La dette écologique est au cœur des inégalités mondiales. Alors que les pays les plus riches ont historiquement épuisé les ressources de la planète et produit la majeure partie des émissions de gaz à effet de serre, ce sont les pays les plus pauvres qui paient aujourd’hui le prix fort du changement climatique. Malgré des discours internationaux répétés, comme lors de la récente conférence de Séville sur le financement du développement, peu d’actions concrètes viennent apaiser cette injustice.
Qu’est-ce que la dette écologique ?
La dette écologique désigne les déséquilibres environnementaux et économiques entre le Nord et les pays du Sud.
Elle s’appuie sur un constat : 80% des émissions historiques de gaz à effet de serre proviennent des pays du G20 (États-Unis, Chine, Union européenne…), tandis que les pays les moins industrialisés n’en sont responsables qu’à hauteur de 4%. Pourtant, ce sont bien ces derniers qui subissent de plein fouet les conséquences du changement climatique.
Ce déséquilibre environnemental vient s’ajouter à une crise de la dette financière plus ancienne, héritée du colonialisme et de la dépendance aux institutions financières internationales. De nombreux pays du Sud doivent aujourd’hui consacrer davantage de ressources au remboursement de leur dette qu’à la santé, à l’éducation ou à la lutte contre le réchauffement climatique. On parle alors d’un double fardeau : écologique et financier.
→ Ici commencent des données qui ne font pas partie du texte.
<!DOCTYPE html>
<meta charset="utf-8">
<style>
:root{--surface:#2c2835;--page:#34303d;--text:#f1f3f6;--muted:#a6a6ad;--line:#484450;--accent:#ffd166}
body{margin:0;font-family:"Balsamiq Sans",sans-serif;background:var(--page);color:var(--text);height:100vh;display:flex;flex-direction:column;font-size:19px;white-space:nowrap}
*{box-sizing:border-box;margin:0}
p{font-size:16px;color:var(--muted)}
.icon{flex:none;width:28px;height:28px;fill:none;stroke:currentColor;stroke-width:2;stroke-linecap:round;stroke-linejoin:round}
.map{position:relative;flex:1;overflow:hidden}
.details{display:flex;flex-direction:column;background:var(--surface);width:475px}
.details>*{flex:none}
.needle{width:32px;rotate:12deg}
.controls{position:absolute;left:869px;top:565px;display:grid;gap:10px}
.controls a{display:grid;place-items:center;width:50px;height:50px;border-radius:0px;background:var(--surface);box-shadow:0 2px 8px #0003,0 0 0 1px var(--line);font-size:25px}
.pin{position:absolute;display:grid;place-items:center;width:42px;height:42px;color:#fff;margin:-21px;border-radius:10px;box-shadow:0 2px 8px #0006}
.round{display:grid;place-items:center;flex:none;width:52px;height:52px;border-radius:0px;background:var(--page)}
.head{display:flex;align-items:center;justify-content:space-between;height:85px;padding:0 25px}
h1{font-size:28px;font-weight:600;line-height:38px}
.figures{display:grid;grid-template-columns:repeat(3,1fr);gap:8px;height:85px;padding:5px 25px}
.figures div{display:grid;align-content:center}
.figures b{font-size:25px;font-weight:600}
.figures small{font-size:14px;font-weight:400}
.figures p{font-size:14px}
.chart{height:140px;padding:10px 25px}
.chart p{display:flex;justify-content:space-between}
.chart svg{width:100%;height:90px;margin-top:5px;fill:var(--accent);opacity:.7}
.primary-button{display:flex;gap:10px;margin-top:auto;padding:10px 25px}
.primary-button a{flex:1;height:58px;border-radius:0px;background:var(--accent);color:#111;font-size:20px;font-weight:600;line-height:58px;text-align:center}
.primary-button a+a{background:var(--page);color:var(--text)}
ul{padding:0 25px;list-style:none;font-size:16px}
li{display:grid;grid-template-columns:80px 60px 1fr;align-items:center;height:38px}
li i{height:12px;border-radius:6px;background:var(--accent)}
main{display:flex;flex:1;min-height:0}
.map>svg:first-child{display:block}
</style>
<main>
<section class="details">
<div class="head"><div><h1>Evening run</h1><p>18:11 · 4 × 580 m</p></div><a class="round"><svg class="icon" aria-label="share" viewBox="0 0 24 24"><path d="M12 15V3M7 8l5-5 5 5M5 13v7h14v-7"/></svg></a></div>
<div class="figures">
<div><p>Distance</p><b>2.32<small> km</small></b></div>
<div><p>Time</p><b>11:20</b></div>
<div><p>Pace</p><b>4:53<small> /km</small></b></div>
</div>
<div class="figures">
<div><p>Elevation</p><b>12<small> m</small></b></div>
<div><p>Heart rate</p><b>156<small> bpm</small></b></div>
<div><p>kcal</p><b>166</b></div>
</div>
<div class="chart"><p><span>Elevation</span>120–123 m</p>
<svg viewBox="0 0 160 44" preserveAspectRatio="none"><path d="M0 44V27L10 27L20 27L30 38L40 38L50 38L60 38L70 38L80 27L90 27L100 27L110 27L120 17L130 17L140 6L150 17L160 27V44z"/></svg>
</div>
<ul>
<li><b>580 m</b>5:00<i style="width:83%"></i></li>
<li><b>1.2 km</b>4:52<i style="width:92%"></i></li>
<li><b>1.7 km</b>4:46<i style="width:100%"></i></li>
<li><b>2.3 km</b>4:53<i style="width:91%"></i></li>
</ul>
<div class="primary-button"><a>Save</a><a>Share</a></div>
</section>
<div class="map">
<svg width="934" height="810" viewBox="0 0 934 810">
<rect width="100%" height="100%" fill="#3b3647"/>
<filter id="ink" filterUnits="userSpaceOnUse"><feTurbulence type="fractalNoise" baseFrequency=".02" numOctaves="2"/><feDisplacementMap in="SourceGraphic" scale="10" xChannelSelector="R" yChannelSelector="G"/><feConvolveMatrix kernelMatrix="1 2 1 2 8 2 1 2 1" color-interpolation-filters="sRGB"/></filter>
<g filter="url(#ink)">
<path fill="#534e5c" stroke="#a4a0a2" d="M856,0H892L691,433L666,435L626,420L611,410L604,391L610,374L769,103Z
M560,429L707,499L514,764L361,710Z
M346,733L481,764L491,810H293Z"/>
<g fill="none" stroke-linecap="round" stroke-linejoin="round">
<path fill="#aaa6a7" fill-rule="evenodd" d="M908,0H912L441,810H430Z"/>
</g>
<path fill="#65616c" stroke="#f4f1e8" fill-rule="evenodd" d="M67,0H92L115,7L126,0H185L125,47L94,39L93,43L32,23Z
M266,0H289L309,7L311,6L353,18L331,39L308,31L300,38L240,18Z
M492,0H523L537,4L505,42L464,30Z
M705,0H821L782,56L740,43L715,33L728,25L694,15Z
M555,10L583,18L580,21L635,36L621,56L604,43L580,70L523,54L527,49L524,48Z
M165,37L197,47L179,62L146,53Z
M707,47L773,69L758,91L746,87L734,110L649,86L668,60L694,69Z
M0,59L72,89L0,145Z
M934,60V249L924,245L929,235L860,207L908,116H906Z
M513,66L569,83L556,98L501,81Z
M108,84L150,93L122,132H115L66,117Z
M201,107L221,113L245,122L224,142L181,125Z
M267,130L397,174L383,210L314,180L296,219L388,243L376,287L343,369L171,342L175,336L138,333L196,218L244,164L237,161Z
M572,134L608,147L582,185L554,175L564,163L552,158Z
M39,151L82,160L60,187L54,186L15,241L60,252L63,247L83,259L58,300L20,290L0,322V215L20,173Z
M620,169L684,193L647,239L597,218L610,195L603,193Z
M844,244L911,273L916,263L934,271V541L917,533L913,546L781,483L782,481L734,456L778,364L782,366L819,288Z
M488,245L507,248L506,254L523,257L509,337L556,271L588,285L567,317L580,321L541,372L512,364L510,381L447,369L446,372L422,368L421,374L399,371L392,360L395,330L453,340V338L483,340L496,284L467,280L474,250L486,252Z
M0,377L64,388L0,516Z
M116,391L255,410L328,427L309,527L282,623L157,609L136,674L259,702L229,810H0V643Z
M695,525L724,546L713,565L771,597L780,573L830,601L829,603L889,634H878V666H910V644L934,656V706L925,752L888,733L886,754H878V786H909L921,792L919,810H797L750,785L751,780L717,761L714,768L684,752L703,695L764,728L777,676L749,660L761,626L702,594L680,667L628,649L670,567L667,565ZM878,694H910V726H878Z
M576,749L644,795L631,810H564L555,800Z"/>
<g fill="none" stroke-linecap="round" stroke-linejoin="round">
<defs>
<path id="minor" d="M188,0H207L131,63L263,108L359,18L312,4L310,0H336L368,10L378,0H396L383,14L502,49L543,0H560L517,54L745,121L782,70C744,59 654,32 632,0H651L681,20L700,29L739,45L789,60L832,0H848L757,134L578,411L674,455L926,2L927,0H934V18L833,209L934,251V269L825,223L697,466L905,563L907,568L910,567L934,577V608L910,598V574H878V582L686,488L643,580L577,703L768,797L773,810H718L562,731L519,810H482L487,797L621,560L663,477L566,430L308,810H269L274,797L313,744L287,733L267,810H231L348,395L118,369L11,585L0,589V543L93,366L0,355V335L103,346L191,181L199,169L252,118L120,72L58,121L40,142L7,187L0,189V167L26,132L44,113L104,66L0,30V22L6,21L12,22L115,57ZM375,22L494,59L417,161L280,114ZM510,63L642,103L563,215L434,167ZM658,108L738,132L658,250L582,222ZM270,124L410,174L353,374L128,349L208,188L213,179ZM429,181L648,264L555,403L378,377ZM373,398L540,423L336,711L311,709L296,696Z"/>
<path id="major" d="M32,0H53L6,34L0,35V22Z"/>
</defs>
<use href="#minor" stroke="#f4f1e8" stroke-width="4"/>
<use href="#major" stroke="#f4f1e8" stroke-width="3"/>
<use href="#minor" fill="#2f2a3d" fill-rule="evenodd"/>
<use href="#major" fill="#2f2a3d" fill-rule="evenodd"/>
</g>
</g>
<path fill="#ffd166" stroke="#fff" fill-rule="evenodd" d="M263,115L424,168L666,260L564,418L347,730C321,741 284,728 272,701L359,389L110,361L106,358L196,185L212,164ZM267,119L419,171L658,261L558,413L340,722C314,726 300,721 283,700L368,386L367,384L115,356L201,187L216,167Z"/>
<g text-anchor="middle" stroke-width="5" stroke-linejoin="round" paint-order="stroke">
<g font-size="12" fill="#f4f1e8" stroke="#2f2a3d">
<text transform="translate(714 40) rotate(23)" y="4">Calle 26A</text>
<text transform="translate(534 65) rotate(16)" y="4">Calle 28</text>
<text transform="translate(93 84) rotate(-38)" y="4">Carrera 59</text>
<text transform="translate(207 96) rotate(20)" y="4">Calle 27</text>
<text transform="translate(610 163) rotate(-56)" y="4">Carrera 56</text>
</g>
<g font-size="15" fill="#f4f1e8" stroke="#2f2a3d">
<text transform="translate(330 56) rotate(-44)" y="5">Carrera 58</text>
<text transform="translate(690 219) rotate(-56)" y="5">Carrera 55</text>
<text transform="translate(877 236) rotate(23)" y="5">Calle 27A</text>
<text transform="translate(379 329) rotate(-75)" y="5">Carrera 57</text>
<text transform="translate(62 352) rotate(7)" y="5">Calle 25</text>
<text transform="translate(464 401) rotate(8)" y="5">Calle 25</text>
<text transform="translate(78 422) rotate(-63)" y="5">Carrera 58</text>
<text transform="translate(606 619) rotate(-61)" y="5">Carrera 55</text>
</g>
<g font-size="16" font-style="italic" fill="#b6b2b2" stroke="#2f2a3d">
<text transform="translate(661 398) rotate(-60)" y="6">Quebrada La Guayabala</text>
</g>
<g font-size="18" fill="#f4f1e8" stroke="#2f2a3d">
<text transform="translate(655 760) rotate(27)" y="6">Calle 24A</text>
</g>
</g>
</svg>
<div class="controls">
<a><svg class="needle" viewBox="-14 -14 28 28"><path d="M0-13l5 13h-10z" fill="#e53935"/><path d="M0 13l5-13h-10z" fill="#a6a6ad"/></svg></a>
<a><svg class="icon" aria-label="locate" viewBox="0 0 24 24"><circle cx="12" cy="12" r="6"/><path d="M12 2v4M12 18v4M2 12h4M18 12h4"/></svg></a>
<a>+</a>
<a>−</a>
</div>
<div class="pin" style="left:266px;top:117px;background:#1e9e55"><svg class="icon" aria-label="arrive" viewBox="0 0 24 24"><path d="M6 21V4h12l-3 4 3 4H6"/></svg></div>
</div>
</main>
Un sommet sans réponses concrètes
À la conférence sur le financement du développement de Séville, organisée par les Nations Unies du 30 juin au 03 juillet, les attentes étaient fortes. Les ONG et acteurs de la société civile espéraient une refonte en profondeur de l’architecture financière internationale. Malgré les discours affichant de bonnes intentions, les résultats ont été largement décevants. Aucune avancée significative n’a ainsi été obtenue : pas de mécanisme contraignant, pas de convention internationale sur la dette, et peu de mesures réellement nouvelles, hormis quelques promesses d’études et de coordination technique. L’Union européenne elle-même a été pointée du doigt pour avoir bloqué des réformes ambitieuses, notamment la création d’un mécanisme multilatéral de gestion des dettes souveraines. Une opportunité manquée de remettre de la justice dans un système qui, en l’état, perpétue les inégalités.
Un système au bord de l’effondrement
Les données les plus récentes donnent pourtant la mesure de l’urgence. En 2023, 921 milliards de dollars ont été versés par les pays du Sud pour le service de leur dette, soit presque le double du montant enregistré dix ans plus tôt.
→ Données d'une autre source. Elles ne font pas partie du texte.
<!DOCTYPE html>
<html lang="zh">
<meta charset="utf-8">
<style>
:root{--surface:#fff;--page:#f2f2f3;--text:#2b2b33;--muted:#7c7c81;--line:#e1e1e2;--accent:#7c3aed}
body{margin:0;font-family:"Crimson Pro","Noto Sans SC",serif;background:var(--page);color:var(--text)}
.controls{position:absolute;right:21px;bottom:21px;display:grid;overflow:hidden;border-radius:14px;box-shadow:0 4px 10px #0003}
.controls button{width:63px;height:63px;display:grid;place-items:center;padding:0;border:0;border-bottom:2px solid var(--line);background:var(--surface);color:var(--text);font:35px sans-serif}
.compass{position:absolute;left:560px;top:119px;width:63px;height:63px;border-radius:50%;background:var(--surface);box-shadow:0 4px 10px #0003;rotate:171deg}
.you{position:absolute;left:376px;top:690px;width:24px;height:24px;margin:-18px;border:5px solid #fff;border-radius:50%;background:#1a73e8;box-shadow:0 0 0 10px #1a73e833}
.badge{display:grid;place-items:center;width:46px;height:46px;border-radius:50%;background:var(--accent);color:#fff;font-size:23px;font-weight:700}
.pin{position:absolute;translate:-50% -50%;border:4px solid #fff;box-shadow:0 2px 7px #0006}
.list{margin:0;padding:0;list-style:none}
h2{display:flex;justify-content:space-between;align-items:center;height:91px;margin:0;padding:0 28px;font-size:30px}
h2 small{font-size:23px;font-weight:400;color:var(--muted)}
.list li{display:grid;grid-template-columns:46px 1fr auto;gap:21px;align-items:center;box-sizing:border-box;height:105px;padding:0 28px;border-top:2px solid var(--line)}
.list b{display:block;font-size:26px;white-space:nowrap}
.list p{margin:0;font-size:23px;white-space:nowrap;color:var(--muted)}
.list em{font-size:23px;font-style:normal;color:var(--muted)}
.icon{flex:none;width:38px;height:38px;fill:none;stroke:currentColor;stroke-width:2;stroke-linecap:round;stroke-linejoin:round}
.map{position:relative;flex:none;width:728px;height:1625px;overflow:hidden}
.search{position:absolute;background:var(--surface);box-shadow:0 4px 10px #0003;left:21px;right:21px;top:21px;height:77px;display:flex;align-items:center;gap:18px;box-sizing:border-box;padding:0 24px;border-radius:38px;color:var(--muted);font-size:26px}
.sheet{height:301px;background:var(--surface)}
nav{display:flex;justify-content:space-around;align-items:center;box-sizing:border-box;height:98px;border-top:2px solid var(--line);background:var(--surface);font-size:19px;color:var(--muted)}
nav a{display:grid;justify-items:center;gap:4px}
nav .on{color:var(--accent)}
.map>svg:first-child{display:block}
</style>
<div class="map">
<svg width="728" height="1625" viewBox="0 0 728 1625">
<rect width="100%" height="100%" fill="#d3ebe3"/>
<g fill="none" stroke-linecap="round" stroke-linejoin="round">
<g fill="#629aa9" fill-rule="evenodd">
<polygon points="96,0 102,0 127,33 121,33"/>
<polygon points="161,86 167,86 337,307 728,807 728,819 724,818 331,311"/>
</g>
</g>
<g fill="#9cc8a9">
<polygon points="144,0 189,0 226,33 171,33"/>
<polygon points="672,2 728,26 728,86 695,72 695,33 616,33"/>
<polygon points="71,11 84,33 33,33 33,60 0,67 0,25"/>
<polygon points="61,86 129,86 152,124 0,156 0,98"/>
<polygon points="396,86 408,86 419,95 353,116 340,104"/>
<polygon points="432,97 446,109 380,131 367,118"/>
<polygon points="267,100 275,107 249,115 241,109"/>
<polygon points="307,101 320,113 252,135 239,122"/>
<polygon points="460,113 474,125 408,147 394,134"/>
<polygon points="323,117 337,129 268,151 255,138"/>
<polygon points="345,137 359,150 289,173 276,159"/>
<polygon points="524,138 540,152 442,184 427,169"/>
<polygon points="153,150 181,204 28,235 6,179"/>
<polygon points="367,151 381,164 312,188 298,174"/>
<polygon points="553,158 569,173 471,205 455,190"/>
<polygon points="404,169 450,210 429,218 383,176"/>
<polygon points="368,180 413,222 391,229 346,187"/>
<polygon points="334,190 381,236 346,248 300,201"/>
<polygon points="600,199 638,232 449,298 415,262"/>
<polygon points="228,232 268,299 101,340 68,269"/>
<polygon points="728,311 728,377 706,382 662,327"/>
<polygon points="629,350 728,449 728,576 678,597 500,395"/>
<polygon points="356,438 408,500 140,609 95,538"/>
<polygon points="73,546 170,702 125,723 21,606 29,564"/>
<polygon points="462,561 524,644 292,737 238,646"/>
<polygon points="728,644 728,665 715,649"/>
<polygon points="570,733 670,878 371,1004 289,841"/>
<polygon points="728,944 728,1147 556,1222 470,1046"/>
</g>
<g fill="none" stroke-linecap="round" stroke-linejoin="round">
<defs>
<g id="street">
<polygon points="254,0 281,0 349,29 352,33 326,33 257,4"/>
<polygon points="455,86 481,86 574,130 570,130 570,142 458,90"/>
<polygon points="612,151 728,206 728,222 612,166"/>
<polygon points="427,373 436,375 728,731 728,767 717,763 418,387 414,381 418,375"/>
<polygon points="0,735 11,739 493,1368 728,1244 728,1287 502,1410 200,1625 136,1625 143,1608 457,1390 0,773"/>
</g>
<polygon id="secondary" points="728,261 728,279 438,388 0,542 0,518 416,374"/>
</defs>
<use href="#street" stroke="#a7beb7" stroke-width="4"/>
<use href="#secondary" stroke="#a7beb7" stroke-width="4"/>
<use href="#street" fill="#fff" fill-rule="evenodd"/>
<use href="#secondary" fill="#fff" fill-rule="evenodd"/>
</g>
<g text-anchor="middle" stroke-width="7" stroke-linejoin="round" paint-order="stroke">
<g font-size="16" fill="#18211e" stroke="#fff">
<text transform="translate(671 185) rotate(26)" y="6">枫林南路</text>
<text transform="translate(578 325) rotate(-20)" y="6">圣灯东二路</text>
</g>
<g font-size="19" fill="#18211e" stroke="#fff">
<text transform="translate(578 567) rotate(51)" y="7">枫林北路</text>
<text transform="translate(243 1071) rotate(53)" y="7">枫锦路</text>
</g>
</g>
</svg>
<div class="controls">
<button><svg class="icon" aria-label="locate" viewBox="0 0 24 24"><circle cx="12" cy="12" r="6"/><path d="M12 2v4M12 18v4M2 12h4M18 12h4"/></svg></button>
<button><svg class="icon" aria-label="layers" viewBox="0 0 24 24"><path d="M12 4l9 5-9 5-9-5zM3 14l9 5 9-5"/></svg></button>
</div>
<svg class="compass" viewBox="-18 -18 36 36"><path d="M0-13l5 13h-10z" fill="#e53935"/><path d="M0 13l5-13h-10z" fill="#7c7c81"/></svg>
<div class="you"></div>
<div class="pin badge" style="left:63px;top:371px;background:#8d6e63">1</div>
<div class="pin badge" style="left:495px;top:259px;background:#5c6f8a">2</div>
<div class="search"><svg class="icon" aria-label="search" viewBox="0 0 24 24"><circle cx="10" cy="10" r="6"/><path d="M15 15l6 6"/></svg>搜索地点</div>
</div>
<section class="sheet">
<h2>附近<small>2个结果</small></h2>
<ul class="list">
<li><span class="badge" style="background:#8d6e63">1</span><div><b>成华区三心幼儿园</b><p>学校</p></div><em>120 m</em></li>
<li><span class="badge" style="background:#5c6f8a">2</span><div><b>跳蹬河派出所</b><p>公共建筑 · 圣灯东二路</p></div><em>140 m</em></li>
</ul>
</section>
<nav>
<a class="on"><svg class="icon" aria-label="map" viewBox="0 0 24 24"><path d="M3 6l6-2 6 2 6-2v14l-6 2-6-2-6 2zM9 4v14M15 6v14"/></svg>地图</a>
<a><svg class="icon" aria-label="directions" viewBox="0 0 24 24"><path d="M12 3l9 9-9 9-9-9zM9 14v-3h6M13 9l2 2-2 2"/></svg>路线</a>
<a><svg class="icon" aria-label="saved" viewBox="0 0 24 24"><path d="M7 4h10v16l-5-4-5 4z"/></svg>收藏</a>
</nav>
Plus de 3,4 milliards de personnes vivent dans des pays qui consacrent plus d’argent à rembourser leur dette qu’à leurs services sociaux de base.
En Zambie, par exemple, les hôpitaux manquent de médicaments, les écoles ferment faute d’enseignants, et le coût de la vie explose.
Les citoyens ordinaires paient le prix dévastateur d’accords auxquels ils n’ont jamais consenti.
Mputa Ngalande, Coordinateur national de la Fight Inequality Alliance en Zambie
Des voix s’élèvent, timidement
Malgré cette inertie globale, certaines initiatives émergent. Le pape Léon XIV, dans un message vidéo adressé à des universitaires brésiliens, a relancé l’appel à une remise de la dette publique et écologique, en préparation de la COP30. Il a réaffirmé l’importance d’une justice écologique et sociale portée par les universités et les mouvements citoyens.
Dans le prolongement, le Dicastère (« ministère » au Vatican) pour le Développement humain intégral a proposé une nouvelle architecture financière mondiale qui intégrerait un « crédit écologique » en faveur des pays les plus touchés par les désastres climatiques.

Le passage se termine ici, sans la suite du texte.